**What is expected**
Note each line of the listing that contains the string "三台山大道", and copy it.

**Information supplied**
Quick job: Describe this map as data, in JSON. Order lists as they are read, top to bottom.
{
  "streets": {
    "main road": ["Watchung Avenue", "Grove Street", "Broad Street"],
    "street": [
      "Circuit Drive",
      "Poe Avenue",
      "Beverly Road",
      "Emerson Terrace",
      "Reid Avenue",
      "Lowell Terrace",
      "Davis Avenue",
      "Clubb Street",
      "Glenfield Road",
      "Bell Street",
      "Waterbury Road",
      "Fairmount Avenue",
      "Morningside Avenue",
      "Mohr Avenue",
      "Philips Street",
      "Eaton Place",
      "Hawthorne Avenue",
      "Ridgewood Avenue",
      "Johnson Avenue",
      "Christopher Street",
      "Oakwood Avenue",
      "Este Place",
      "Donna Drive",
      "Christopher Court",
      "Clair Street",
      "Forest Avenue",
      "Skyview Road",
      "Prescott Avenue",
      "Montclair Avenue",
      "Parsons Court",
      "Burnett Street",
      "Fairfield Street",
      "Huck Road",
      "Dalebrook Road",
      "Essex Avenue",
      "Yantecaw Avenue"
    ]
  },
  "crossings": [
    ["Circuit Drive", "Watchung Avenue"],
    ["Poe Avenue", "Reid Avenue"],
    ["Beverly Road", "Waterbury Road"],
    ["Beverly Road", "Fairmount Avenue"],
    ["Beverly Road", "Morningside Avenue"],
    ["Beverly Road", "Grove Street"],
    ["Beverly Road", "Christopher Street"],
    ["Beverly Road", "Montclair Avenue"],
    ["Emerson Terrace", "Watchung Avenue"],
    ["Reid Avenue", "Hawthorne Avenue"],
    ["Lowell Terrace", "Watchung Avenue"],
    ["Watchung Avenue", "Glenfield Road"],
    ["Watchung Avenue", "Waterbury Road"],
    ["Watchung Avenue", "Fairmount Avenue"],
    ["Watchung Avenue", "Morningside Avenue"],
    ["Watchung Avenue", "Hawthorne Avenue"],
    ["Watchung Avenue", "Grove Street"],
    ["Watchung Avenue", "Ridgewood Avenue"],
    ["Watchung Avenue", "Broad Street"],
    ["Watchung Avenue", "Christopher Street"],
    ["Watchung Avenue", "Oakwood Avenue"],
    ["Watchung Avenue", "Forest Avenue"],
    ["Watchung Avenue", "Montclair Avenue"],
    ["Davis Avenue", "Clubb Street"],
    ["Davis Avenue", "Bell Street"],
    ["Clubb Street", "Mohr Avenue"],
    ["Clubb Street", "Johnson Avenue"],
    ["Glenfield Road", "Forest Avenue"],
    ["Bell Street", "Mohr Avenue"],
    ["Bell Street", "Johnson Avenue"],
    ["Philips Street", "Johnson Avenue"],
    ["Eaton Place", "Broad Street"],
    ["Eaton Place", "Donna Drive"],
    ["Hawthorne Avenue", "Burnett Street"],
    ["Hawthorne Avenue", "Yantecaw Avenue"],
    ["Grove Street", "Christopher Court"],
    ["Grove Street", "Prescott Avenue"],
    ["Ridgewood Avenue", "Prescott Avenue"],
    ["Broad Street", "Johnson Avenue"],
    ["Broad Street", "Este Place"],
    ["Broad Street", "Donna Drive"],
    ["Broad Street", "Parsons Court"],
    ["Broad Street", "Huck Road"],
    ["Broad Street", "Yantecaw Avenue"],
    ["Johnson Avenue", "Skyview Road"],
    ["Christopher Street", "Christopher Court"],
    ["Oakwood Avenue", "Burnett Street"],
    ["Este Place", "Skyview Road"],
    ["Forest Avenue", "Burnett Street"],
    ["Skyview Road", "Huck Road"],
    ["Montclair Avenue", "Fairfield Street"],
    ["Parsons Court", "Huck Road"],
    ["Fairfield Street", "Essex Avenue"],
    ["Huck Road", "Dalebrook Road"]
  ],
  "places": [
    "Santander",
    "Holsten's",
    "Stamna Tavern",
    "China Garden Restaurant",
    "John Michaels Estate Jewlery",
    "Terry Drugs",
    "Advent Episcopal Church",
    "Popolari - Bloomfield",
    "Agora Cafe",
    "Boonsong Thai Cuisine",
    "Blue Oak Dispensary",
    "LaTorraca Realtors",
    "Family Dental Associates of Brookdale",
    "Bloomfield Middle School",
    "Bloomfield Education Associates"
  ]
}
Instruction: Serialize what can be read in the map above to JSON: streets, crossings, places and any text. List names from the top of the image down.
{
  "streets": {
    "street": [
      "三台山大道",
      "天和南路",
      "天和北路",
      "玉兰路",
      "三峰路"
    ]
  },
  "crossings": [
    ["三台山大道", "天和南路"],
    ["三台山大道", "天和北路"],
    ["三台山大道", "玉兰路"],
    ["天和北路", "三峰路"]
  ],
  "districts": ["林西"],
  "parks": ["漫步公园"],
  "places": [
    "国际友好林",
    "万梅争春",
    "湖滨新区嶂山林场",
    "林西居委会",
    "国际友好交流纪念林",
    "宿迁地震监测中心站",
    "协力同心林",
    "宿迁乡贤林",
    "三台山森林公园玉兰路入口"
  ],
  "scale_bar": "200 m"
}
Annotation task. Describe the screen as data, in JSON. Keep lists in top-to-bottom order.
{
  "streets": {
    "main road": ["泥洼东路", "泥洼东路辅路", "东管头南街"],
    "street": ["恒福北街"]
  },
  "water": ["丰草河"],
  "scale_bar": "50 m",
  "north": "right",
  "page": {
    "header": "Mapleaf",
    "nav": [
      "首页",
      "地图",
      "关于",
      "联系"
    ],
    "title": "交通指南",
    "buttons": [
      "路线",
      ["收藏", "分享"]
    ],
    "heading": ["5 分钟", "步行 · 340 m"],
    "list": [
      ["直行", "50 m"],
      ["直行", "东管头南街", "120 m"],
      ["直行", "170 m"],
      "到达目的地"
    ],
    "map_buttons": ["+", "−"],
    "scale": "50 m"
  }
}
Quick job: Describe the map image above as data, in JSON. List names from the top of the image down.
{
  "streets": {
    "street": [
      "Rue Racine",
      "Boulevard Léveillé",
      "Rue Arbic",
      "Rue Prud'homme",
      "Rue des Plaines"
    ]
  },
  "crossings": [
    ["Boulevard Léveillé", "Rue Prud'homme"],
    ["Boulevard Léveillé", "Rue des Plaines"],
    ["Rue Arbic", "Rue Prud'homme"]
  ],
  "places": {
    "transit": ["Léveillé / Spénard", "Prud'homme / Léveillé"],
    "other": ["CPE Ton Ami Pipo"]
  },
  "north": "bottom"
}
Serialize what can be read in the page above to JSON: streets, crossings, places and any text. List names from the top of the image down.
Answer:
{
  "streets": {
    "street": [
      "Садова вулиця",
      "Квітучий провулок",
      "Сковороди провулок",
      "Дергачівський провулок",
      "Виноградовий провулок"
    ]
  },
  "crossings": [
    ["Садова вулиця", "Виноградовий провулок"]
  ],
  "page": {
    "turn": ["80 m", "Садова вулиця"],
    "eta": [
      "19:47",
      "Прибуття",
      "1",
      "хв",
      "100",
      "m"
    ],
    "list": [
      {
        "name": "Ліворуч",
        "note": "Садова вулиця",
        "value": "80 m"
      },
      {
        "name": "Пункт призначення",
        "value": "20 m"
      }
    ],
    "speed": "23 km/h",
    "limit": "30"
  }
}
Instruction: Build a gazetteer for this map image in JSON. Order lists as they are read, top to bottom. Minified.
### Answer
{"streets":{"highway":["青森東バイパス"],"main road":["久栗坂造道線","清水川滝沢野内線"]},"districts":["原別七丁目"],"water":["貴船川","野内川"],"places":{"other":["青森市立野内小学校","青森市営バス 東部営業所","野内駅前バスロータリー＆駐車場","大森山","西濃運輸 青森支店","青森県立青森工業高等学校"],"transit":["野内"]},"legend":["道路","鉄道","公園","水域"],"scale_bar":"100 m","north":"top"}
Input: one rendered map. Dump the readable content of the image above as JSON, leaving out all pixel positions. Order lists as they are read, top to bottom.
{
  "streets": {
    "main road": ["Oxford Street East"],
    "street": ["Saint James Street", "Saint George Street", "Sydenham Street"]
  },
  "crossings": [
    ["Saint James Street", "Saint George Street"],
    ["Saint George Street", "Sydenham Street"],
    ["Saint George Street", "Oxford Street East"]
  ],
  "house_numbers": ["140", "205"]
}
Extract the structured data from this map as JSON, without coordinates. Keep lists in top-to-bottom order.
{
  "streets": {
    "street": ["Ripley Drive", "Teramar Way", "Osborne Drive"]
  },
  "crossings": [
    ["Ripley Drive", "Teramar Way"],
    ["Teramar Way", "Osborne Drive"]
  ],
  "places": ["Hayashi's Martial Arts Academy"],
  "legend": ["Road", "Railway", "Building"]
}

**Response area**
      "三台山大道",
    ["三台山大道", "天和南路"],
    ["三台山大道", "天和北路"],
    ["三台山大道", "玉兰路"],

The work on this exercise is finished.